More firms recruiting in Mexico
By Susan Ferriss - Cox News Service

ZACATECAS, Mexico - More than 1,000 men from the Mexican state of Zacatecas have been recruited by U.S. companies through a special state program that helps them obtain legal visas to work temporarily in the United States.

Now women want in, too. And as it turns out, more and more U.S. employers - from Midwestern cleaning services to landscapers based in Austin - are in the market for female seasonal laborers.

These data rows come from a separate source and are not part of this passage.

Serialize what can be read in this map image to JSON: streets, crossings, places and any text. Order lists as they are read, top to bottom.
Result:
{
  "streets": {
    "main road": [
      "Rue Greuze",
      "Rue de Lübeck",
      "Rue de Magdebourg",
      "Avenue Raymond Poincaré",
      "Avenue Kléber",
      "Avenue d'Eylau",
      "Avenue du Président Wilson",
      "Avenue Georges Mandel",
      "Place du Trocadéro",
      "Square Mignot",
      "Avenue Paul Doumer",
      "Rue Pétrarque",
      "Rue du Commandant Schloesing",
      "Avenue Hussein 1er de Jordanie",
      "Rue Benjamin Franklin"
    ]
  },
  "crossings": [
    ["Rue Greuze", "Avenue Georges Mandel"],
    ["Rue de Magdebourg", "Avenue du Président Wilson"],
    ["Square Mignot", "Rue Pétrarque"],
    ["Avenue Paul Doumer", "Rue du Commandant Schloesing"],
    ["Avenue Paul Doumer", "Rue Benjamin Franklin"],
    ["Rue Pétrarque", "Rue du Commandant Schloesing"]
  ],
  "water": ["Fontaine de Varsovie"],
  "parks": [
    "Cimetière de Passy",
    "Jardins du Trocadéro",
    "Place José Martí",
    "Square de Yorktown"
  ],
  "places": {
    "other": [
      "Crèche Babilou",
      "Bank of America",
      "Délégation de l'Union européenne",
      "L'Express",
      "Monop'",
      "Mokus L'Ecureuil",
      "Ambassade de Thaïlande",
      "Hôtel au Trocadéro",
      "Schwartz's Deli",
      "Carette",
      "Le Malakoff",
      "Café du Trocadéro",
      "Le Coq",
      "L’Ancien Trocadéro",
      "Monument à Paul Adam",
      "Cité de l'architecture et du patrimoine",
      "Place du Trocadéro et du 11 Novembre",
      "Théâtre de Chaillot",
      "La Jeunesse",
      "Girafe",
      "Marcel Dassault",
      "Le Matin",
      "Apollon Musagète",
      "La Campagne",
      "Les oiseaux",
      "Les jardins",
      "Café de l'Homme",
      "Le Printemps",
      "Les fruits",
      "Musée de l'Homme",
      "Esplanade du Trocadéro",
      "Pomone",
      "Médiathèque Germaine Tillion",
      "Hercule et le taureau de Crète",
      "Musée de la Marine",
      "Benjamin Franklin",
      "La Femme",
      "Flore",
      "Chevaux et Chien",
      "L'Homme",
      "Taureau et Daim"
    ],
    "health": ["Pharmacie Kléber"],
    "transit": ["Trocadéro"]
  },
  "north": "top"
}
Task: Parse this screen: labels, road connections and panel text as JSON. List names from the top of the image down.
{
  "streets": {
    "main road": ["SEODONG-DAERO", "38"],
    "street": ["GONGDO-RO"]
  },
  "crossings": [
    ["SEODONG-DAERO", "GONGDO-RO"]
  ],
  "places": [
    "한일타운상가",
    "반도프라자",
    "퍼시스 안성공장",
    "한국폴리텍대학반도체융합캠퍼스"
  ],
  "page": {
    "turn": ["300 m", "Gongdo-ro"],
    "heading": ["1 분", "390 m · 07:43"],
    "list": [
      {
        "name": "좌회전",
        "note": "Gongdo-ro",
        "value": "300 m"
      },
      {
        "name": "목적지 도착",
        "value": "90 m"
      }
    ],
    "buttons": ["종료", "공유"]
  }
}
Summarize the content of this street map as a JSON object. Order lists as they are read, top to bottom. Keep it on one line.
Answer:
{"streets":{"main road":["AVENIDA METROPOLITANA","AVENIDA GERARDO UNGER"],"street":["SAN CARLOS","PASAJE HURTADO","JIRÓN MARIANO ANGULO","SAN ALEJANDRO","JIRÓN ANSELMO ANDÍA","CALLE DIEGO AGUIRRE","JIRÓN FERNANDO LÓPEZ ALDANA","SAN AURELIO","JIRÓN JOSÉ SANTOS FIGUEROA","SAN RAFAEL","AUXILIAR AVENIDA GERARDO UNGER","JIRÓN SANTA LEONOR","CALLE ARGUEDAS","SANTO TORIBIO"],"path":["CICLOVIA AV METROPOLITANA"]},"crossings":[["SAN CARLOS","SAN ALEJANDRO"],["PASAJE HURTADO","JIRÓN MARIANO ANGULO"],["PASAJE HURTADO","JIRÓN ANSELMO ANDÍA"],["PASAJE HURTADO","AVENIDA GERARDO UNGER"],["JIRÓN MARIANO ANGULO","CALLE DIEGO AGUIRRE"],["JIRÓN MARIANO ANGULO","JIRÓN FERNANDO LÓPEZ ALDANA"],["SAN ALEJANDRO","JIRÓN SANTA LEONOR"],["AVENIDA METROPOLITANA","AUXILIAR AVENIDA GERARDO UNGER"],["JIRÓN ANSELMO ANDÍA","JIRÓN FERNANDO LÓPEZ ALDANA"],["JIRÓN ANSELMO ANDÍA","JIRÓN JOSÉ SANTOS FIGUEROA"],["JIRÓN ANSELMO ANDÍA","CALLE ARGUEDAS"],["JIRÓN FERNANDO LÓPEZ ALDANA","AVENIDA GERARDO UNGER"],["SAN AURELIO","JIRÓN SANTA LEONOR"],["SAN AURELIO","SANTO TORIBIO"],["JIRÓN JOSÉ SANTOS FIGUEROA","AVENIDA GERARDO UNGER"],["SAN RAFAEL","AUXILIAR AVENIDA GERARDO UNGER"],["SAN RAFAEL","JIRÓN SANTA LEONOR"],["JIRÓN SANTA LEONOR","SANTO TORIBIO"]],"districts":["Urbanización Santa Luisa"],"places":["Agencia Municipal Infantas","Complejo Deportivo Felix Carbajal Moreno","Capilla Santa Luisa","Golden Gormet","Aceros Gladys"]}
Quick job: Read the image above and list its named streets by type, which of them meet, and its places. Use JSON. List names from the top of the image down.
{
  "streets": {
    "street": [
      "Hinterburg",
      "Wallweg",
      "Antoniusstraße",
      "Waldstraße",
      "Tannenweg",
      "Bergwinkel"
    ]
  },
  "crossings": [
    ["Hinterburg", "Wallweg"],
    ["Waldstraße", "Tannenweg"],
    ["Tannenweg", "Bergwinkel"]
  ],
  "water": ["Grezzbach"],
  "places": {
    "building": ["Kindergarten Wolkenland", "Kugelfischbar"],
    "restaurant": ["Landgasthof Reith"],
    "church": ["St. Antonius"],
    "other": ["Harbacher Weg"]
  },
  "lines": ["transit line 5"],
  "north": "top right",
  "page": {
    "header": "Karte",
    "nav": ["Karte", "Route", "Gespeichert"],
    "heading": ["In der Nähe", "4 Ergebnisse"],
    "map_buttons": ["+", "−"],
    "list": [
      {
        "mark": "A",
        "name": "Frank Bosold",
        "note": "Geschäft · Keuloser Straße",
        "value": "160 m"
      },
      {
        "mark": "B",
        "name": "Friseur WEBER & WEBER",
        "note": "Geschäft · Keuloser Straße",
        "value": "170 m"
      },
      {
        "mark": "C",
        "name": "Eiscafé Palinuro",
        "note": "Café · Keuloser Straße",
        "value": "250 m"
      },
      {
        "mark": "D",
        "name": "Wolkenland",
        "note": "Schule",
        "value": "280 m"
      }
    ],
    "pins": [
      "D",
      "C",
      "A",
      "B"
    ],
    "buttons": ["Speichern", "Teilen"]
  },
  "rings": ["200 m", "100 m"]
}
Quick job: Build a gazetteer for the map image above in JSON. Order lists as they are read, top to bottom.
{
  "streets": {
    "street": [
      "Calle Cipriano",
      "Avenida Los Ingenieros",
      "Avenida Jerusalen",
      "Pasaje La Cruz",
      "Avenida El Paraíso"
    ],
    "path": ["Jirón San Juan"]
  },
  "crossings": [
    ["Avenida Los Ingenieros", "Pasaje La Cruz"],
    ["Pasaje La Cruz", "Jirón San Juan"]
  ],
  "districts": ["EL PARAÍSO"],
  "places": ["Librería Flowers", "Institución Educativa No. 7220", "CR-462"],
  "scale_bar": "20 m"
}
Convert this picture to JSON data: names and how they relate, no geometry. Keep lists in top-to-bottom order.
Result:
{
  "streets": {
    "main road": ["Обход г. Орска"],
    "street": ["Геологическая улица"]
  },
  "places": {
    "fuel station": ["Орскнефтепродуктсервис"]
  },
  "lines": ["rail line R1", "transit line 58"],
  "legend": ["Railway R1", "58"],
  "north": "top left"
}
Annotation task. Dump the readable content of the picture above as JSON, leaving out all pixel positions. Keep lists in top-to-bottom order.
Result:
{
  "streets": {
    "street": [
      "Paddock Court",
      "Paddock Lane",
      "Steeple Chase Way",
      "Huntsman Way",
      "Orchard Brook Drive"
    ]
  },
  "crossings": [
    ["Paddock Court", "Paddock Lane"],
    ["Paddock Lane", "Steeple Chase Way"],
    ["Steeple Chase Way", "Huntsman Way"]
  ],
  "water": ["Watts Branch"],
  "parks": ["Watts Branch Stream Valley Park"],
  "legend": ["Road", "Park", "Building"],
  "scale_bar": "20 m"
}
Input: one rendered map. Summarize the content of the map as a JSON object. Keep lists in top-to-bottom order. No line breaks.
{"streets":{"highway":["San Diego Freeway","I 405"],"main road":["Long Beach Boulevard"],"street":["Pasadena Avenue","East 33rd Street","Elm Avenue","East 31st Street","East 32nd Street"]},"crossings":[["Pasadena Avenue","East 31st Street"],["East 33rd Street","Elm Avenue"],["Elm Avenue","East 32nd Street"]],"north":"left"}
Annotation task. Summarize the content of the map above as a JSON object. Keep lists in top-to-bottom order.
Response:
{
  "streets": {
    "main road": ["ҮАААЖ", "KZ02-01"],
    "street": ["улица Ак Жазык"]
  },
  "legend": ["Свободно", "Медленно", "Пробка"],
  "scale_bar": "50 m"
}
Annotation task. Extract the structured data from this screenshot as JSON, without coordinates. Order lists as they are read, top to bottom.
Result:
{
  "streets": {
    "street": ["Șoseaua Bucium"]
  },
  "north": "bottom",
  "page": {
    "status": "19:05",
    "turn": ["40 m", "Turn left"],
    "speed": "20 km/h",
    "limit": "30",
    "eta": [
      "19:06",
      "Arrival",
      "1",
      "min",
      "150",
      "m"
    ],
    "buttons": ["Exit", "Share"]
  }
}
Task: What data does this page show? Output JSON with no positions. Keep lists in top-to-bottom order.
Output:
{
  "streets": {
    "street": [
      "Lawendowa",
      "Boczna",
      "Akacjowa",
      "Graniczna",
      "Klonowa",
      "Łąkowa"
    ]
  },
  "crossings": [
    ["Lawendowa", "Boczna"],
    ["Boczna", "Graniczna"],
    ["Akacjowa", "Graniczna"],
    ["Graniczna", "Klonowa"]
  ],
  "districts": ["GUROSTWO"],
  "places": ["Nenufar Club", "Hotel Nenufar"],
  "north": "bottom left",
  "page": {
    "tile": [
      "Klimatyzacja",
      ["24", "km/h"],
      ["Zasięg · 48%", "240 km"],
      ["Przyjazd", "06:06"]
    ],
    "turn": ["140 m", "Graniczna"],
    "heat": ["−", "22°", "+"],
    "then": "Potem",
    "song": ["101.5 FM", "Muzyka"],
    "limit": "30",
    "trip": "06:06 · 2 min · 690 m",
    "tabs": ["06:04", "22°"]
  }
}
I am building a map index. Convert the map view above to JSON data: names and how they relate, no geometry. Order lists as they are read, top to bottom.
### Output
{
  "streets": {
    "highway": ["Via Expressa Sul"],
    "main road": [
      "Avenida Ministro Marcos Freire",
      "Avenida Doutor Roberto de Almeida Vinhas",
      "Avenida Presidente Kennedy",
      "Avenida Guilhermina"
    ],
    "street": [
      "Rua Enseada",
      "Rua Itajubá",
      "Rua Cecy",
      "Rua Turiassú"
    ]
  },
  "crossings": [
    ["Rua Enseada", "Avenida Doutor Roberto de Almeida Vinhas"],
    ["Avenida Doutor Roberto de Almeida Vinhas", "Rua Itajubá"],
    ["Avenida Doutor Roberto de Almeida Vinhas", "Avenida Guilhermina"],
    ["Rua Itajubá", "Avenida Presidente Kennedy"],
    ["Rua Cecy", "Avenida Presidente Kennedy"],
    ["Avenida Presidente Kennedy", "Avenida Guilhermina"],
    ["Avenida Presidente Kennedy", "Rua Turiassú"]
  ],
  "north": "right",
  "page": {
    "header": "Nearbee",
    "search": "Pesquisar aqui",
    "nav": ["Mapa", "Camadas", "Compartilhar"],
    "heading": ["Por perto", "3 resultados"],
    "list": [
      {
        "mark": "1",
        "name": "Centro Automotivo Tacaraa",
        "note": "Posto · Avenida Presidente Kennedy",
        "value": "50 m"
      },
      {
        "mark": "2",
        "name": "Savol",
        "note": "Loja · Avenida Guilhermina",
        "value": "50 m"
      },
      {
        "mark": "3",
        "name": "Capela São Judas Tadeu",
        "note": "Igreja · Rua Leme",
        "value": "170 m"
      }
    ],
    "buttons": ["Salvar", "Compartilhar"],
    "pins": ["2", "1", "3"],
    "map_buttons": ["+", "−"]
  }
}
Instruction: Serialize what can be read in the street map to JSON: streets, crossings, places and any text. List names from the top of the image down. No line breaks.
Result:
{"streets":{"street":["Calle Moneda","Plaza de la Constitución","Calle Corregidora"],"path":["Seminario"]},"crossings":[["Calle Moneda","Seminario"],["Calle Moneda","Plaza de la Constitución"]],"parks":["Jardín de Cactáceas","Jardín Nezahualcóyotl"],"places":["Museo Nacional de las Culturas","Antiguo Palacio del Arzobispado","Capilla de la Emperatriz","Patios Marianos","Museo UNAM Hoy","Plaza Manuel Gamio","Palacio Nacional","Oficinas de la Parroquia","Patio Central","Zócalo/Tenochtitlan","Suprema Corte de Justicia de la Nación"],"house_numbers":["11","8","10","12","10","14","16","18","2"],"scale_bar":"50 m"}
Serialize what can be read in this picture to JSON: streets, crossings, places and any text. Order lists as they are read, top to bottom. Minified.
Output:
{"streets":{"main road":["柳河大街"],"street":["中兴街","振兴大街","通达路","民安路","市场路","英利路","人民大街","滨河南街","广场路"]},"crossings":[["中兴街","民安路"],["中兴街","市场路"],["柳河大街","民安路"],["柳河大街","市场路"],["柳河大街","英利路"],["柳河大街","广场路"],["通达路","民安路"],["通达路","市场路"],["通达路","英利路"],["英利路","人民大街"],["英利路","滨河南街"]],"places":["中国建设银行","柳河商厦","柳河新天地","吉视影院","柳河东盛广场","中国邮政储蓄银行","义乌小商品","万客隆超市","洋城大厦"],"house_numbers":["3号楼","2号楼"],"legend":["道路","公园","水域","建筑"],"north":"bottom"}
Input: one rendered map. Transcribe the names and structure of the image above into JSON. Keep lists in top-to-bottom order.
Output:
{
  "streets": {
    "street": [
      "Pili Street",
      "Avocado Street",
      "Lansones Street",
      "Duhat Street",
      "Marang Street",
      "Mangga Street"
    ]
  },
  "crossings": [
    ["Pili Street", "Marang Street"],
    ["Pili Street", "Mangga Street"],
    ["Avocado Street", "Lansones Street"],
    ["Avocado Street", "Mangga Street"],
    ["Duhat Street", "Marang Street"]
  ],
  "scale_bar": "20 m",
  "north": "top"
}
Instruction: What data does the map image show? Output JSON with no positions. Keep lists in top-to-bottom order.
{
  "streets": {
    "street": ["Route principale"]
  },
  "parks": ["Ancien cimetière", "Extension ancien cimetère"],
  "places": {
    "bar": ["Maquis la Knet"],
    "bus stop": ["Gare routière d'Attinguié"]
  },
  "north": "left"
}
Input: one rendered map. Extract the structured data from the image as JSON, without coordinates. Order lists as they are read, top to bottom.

Zacatecas is an arid state where jobs are as scarce as water. Many people have died in deserts or drowned in rivers trying to cross into the United States to look for work illegally. Women are no exception; in May, a smuggler abandoned migrant Amalia Martinez Esparza, leaving her to die of dehydration on the Texas border.

"I was on the brink of crossing like that as well, but my mother was very against it," said Diana Navarro, 28, who trained as a secretary in Zacatecas but has only been able to find work as a store clerk for $45 a week.

Navarro is seeking a legal visa through the state program and is on a list for a possible temporary job as a janitor in the Detroit area with Kellermeyer Building Services, the largest janitorial company in the United States. Kellermeyer is based in Maumee, Ohio, and operates in 45 states.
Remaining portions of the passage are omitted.